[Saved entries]
[Start of section]
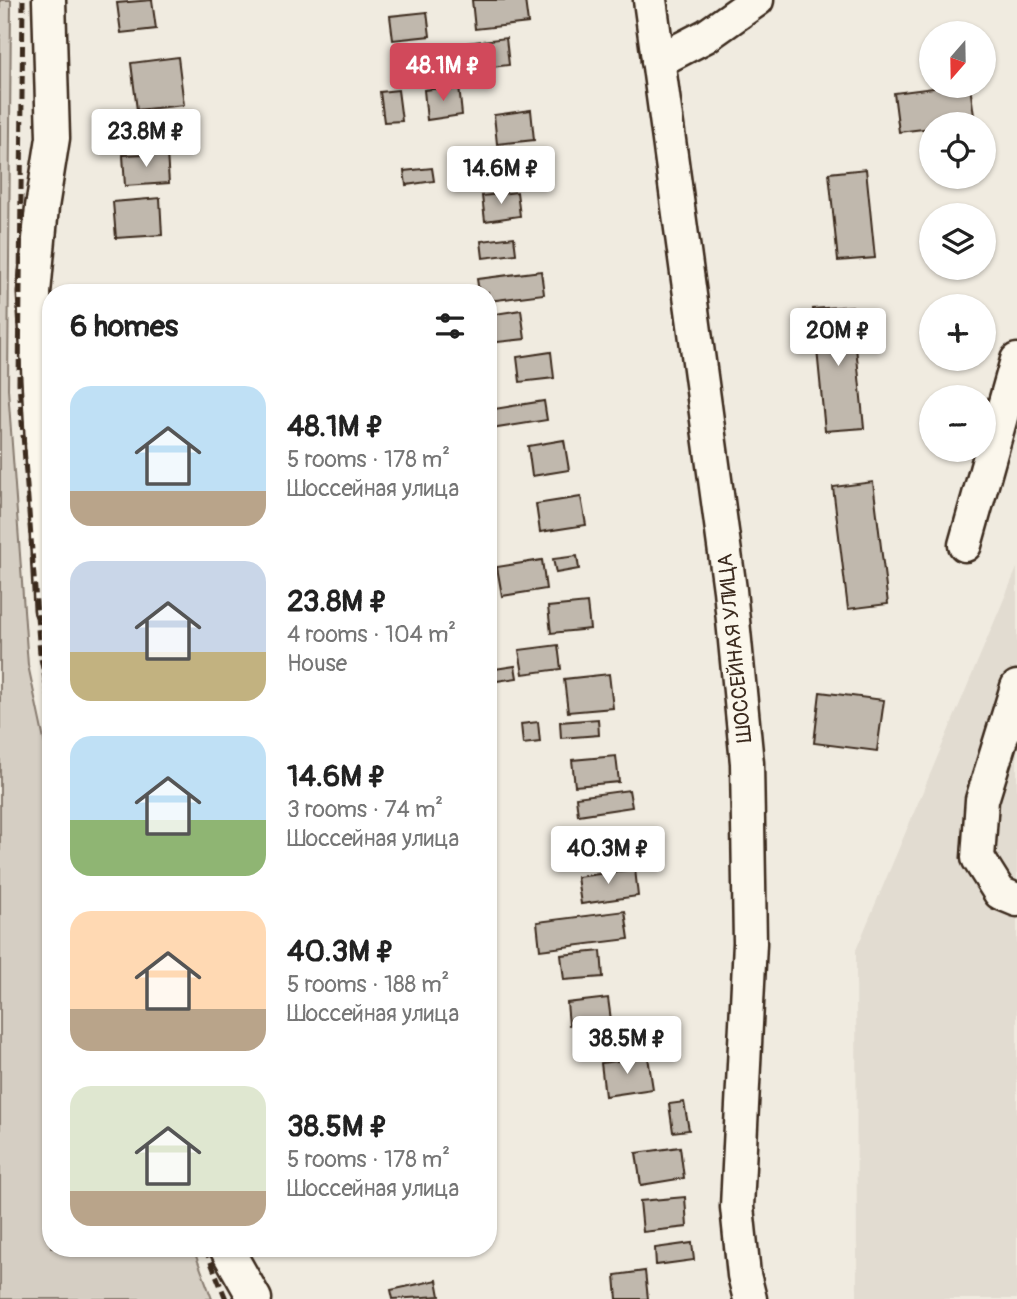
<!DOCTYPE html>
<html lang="en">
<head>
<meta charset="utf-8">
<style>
  :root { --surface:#fff; --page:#f2f2f2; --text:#222; --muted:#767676; --accent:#d1495b }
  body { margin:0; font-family:Pangolin,sans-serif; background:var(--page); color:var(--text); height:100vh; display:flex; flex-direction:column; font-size:26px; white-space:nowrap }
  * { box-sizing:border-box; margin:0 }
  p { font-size:23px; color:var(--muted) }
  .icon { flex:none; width:38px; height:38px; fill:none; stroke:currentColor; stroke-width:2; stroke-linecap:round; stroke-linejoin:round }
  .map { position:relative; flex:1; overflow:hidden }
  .side { position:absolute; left:42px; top:284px; width:455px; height:973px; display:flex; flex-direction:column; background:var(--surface); border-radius:28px; box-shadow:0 2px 5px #0004 }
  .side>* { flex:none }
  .needle { width:46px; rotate:200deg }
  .fabs { position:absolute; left:919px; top:21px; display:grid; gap:14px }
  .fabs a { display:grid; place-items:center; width:77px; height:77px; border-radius:50%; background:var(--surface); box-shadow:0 2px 5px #0004; font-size:35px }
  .price { position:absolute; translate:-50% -60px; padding:0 16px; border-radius:7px; background:#fff; color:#222; font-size:23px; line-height:46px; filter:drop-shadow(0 2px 4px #0008) }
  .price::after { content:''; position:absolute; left:50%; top:42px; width:21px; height:16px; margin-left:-10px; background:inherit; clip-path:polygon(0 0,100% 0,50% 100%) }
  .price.selected { background:var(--accent); color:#fff }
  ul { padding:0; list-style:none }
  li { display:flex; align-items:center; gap:21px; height:175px; padding:0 28px }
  li span { display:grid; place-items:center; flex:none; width:196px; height:140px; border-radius:21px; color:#555 }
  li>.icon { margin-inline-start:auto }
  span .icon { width:84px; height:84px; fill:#fffc; stroke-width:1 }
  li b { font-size:30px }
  h2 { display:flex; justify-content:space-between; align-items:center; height:84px; padding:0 28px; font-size:30px }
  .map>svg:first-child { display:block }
  .built { fill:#e2dcd1 }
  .green { fill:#d5cec3; stroke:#887c70; stroke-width:2 }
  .building { fill:#c0b8ad; stroke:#3b2a1e; stroke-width:2 }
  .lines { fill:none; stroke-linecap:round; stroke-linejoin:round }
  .minor-casing { stroke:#3b2a1e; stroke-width:37 }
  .minor { stroke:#fbf7ec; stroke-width:32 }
  .rail { stroke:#3b2a1e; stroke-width:5; stroke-dasharray:10 5; stroke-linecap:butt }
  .labels { text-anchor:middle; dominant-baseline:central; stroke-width:6; stroke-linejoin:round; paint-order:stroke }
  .street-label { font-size:21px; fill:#3b2a1e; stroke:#fbf7ec }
</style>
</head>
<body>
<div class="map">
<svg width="1017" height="1299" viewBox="0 0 1017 1299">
  <rect width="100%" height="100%" fill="#f0ebe0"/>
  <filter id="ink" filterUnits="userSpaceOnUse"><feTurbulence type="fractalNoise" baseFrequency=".0143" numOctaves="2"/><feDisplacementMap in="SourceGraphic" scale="14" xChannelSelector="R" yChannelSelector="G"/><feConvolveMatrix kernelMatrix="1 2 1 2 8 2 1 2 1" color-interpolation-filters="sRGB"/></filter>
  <g filter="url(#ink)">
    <path class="built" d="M1017,568V1299H857L856,950Z"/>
    <path class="green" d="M0,0H11L8,389L28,665L51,773V1248H193L212,1299H0Z"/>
    <g class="building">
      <path d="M152,0L156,29L121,33L117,3Z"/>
      <path d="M472,0H525L528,23L475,29Z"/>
      <path d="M427,12L430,36L393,40L390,16Z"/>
      <path d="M506,38L509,65L468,70L465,43Z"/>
      <path d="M178,57L184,105L137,110L131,63Z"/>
      <path d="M436,61L438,77L409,80L407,64Z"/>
      <path d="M459,86L462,115L427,120L424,90Z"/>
      <path d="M949,86H970L975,123L931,124V128L899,132L894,93Z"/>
      <path d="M398,90L402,121L384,122L380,92Z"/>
      <path d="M531,110L534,140L497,144L494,115Z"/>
      <path d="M167,153L169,183L125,186L123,155Z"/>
      <path d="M493,153L496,173L453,178L450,158Z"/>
      <path d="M432,168L434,181L406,185L404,171Z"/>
      <path d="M866,169L875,258L838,261L829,173Z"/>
      <path d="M517,192L520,216L485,221L482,196Z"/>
      <path d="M160,198L162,235L116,238L113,202Z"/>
      <path d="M514,237L516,254L483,258L481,241Z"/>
      <path d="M541,271L544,294L488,301V292H479L477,279Z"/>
      <path d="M852,306L864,428L825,431L813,309Z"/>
      <path d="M521,310L525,339L489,343L488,315Z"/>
      <path d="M551,352L554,378L520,382L517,357Z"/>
      <path d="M544,401L547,420L491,429L488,410Z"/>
      <path d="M564,440L569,470L532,476L528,446Z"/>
      <path d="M873,482L888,604L848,609L833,487Z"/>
      <path d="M581,497L586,525L540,532L536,504Z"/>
      <path d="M577,556L579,569L556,573L553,559Z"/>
      <path d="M542,560L546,589L502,596L497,567Z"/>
      <path d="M587,603L590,629L551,633L548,607Z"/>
      <path d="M558,645L561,669L523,674L519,650Z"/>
      <path d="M515,666L517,678L490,682L488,670Z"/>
      <path d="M609,674L613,708L568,712L564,679Z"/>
      <path d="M820,692L884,700L877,751L814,743Z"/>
      <path d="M598,719L599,735L561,738L560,722Z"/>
      <path d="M538,722L540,742L523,744L521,724Z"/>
      <path d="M616,756L619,782L575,786L572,760Z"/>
      <path d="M629,790L632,807L578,815L576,797Z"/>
      <path d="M623,837L625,854L592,858L590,841Z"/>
      <path d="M635,869L638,896L581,904L577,877Z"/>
      <path d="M625,911L629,939L540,950L537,922Z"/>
      <path d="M601,951L603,977L564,980L561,955Z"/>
      <path d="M608,998L611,1020L569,1025L567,1003Z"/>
      <path d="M648,1057L653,1089L605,1096L601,1063Z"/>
      <path d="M684,1102L689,1130L673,1132L669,1104Z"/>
      <path d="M680,1147L684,1178L641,1185L636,1153Z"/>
      <path d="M685,1197L687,1227L643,1232L640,1201Z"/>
      <path d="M692,1243L694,1260L656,1265L655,1248Z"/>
      <path d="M645,1271L648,1299H617L615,1275Z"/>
      <path d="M437,1280L440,1296L393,1299L391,1290Z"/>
    </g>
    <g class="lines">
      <g class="minor-casing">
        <g id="minor">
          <path d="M49,0L53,138L42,207L34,293L51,609"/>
          <path d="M650,0L730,590L747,763L750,943L737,1207L744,1275L750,1299"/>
          <path d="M658,61L706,36L757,0"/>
          <path d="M965,545L1017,360"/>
          <path d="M1017,687L982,800L978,858L1000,893L1017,900"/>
          <path d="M226,1248L255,1299"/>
        </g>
      </g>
      <use href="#minor" class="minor"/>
      <g class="rail">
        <path d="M23,0L19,383L40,654L51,707"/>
        <path d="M205,1248L226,1299"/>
      </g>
    </g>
  </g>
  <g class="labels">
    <g class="street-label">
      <text transform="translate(735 648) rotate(-96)">ШОССЕЙНАЯ УЛИЦА</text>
    </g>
  </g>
</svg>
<div class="fabs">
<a><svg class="needle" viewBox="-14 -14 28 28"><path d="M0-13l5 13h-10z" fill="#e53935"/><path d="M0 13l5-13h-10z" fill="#767676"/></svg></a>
<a><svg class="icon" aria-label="locate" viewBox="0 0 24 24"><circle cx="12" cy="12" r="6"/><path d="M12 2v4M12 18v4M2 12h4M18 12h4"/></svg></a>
<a><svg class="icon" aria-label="layers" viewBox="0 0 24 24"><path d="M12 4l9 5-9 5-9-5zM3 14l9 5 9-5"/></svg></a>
<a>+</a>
<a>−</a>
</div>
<b class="price selected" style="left:443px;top:103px">48.1M ₽</b>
<b class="price" style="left:146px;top:169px">23.8M ₽</b>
<b class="price" style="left:501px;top:206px">14.6M ₽</b>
<b class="price" style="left:838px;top:368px">20M ₽</b>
<b class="price" style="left:608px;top:886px">40.3M ₽</b>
<b class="price" style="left:627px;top:1076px">38.5M ₽</b>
<section class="side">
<h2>6 homes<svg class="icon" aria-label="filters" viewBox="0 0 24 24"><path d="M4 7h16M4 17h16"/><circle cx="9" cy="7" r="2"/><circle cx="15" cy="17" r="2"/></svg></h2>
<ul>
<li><span style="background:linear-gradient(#bfe0f5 75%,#b9a48a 0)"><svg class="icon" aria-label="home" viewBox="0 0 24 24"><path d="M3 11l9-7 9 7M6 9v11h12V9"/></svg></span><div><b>48.1M ₽</b><p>5 rooms · 178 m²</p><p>Шоссейная улица</p></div></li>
<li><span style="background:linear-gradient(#c9d6e8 65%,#c2b280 0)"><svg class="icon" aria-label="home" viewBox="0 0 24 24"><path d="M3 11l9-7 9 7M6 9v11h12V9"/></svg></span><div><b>23.8M ₽</b><p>4 rooms · 104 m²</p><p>House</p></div></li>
<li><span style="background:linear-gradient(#bfe0f5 60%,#8fb573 0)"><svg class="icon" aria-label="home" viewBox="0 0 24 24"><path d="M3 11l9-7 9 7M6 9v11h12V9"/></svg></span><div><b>14.6M ₽</b><p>3 rooms · 74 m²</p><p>Шоссейная улица</p></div></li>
<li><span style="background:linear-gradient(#ffd9b3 70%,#b9a48a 0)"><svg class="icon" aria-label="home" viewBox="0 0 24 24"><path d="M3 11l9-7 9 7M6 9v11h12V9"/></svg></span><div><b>40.3M ₽</b><p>5 rooms · 188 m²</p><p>Шоссейная улица</p></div></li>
<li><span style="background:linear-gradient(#dfe7d0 75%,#b9a48a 0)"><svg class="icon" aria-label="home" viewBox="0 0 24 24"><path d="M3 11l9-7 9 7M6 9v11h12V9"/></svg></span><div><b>38.5M ₽</b><p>5 rooms · 178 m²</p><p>Шоссейная улица</p></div></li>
</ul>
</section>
</div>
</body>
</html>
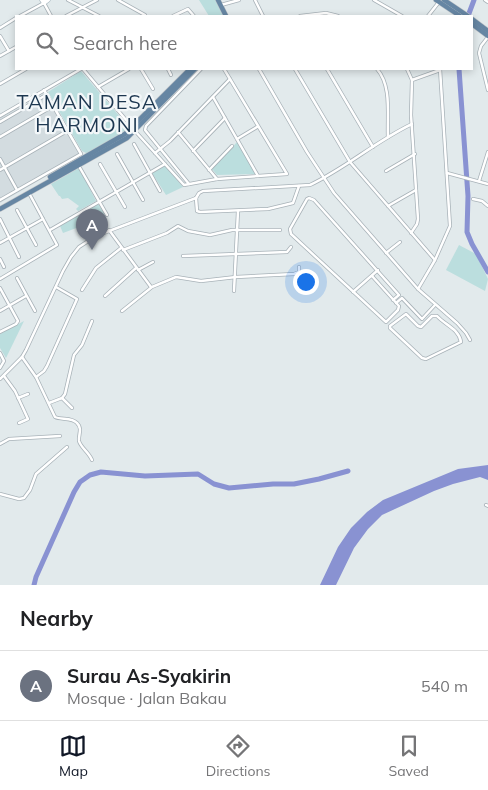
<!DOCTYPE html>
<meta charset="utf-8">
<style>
body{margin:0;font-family:Mulish,sans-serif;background:#f6f6f6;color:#202124}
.you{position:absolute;left:305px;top:281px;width:18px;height:18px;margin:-12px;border:4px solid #fff;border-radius:50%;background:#1a73e8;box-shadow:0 0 0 8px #1a73e833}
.badge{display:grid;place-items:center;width:32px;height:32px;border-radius:50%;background:#111827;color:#fff;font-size:16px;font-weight:700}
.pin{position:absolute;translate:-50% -41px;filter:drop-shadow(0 1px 2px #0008)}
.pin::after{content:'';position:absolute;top:26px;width:18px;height:15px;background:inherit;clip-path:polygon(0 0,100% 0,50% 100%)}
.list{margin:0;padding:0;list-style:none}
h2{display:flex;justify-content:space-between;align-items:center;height:65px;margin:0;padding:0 20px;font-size:21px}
h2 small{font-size:16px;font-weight:400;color:#757577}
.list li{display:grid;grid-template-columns:32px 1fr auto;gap:15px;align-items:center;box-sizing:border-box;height:70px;padding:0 20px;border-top:1px solid #e0e0e0}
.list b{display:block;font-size:19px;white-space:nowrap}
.list p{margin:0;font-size:16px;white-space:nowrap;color:#757577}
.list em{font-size:16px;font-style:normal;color:#757577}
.icon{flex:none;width:28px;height:28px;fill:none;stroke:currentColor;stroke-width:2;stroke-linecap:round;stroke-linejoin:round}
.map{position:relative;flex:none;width:488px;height:585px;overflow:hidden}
.search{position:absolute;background:#fff;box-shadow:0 2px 8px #0003;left:15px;right:15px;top:15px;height:55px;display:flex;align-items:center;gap:12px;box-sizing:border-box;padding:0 18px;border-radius:0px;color:#757577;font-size:19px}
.sheet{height:135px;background:#fff}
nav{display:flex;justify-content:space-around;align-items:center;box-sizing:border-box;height:70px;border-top:1px solid #e0e0e0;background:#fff;font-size:14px;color:#757577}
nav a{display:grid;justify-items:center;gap:2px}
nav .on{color:#111827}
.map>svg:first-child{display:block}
.built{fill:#d3dce0}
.green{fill:#bbdede}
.water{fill:#8992d2}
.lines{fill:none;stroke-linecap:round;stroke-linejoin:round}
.river{stroke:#8992d2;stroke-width:5}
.street-casing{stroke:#a8b2b8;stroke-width:4}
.secondary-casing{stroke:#a6b5be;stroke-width:5}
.primary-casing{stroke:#c1c5c9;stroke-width:5.5}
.street{stroke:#fff;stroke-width:2.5}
.secondary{stroke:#fff;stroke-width:4}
.primary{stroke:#6686a3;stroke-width:4.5}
.labels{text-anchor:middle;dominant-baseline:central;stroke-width:4.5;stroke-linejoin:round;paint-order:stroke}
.neighbourhood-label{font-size:20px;letter-spacing:1px;fill:#1d3750;stroke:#f3f7f9}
</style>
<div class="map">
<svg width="488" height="585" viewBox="0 0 488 585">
<rect width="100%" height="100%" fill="#e2eaec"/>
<polygon class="built" points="47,93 83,155 0,203 0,118"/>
<g class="green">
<polygon points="199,0 216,0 224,16 209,16"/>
<polygon points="81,71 127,125 126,130 88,154 82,151 48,92"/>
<polygon points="237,142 256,174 217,175 212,169"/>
<polygon points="165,165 183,187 166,195 152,173"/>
<polygon points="79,168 96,201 78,211 76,209 79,206 68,198 62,199 60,196 59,196 51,184"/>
<polygon points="96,205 99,205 106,217 63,233 60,226"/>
<polygon points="459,245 476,254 488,279 485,291 446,270"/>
<polygon points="24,321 6,358 0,348 0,334"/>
</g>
<polygon class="water" points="488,465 488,480 480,477 453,484 434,491 382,515 368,529 354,548 336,585 320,585 338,547 351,528 367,512 383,500 458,469"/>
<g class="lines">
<g class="river">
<polyline points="468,16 474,0"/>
<polyline points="459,69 468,196 467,232 472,244 488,272"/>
<polyline points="34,585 36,577 74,492 80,482 90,475 101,472 145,476 198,474 214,484 229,488 273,484 294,484 319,479 348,471"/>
</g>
<g class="street-casing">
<g id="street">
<polyline points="68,0 99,16"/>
<polyline points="118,0 145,15"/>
<polyline points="255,0 263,16"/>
<polyline points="374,0 402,16"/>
<polyline points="485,0 488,2"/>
<polyline points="221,5 239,0"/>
<polyline points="20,16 44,3 51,16"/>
<polyline points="66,16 97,0"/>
<polyline points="173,16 188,9 194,16"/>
<polyline points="300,16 326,13 338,16"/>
<polyline points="428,16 439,2"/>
<polyline points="0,28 16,18"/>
<polyline points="0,36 9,51"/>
<polyline points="488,37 481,46 479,53 488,90"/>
<polyline points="0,56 16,47"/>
<polyline points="83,69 132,127"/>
<polyline points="141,69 153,89"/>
<polyline points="168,69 171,75"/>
<polyline points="259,69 307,152 334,193 418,289 457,323 466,333 470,340"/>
<polyline points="295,69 350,162 435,260"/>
<polyline points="327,69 373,147"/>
<path d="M377 69C392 86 387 115 388 137"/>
<polyline points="407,69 412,80 411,115 418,219 417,224 411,233"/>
<polyline points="412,80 440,70"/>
<polyline points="0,84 26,69"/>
<polyline points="98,87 129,69"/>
<polyline points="44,90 81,154"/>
<polyline points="213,97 258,176"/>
<polyline points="0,116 81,69"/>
<polyline points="0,122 46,95"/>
<polyline points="135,131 184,185 217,179 287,174 224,69"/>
<polyline points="178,132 217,179"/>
<polyline points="0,137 53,106"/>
<polyline points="237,139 257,127"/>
<polyline points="134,144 160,191"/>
<polyline points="193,151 225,118"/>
<polyline points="155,153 170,141 230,79"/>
<polyline points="117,154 143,200"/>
<polyline points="0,159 17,190"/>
<polyline points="100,164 125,207"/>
<polyline points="80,168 107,215"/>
<polyline points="0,170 67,131"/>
<polyline points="209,170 232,146"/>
<polyline points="386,171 415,154"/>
<polyline points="447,173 488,184"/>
<polyline points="479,181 488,152"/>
<polyline points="189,184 145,130 146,126 201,69"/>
<path d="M196 198 199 193 203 191 310 185C346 168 376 141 412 124"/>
<polyline points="196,198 197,211 200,212 268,209 293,203 299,186"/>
<polyline points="473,199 482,201 488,206"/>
<polyline points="0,200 81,154"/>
<polyline points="388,206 416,190"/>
<polyline points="17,210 36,245"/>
<polyline points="0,219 19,257"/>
<polyline points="50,230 165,164"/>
<polyline points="109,230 151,287"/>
<polyline points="0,243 43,219"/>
<polyline points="123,250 167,233 178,226 188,231 210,235 232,230 280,230"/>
<polyline points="386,253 400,242"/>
<polyline points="183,256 287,252 291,247"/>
<polyline points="0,259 4,267"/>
<polyline points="138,270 153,262"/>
<polyline points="372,276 399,306 398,310 386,322 291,234 290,229 307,199 309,198 314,200 399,295 393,300"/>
<polyline points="17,278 35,311"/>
<polyline points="0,279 57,245 29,193"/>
<polyline points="0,288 18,321 16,324 0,332"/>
<polyline points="418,289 435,260 450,226 440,69"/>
<polyline points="82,290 96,268 121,248"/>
<polyline points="234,291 238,211"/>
<polyline points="353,292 378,270"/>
<polyline points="105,296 136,268"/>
<polyline points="396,303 402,298 422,319 435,305"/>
<polyline points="0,311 26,296"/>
<polyline points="122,311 152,287 176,277 201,281 236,277 294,274 299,272 299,267"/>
<path d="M406 314 418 326 421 327 432 316H437C445 325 459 329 461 342L426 359 422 358 390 328V326Z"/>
<polyline points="0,353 4,361 0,368"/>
<path d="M22 357 36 377 55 417C61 420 72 417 77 423 83 429 78 435 79 441 81 448 88 451 92 460"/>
<polyline points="4,376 15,391 28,419 19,423"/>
<polyline points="36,377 44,371 47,366 77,299 56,287"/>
<polyline points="0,379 22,357 26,350 63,271 71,257 79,247 96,236 196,198"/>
<polyline points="18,398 28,394"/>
<polyline points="62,398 72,408"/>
<polyline points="49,403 62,398 65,394 74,355 82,345 92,321"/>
<polyline points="0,444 9,439 60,436"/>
<polyline points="0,494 19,499 24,498 30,490 36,474 67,447"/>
<polyline points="486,505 488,506"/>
</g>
</g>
<g class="secondary-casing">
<polyline id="secondary" points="42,0 44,3 48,0"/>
</g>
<g class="primary-casing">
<g id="primary">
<polyline points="218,0 226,16"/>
<polyline points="436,0 460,16"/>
<polyline points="444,0 468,16"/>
<polyline points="472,19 488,31"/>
<polyline points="472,24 488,36"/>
<polyline points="50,177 125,134 190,69"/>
<polyline points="0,209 127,138 195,69"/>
</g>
</g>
<use href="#street" class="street"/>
<use href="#secondary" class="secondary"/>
<use href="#primary" class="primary"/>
</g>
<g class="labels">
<g class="neighbourhood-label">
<text x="87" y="101">TAMAN DESA<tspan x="87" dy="23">HARMONI</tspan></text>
</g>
</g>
</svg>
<div class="you"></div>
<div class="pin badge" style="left:92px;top:250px;background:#6b7280">A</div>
<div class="search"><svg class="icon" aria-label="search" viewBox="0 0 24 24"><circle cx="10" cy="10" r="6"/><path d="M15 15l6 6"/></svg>Search here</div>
</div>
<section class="sheet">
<h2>Nearby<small></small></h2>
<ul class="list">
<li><span class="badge" style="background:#6b7280">A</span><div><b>Surau As-Syakirin</b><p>Mosque · Jalan Bakau</p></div><em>540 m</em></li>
</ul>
</section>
<nav>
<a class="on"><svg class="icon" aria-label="map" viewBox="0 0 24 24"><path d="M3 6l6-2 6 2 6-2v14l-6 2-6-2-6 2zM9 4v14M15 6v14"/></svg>Map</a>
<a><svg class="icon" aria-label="directions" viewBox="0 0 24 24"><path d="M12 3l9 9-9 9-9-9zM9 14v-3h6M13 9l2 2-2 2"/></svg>Directions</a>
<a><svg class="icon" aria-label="saved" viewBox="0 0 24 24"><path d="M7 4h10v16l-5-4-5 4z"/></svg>Saved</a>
</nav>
[End of section]
*Task objective:* Which lines of the data include the string "white"? Find them and copy each one.

*Result of the exercise:*
  body { margin:0; font-family:Pangolin,sans-serif; background:var(--page); color:var(--text); height:100vh; display:flex; flex-direction:column; font-size:26px; white-space:nowrap }
.list b{display:block;font-size:19px;white-space:nowrap}
.list p{margin:0;font-size:16px;white-space:nowrap;color:#757577}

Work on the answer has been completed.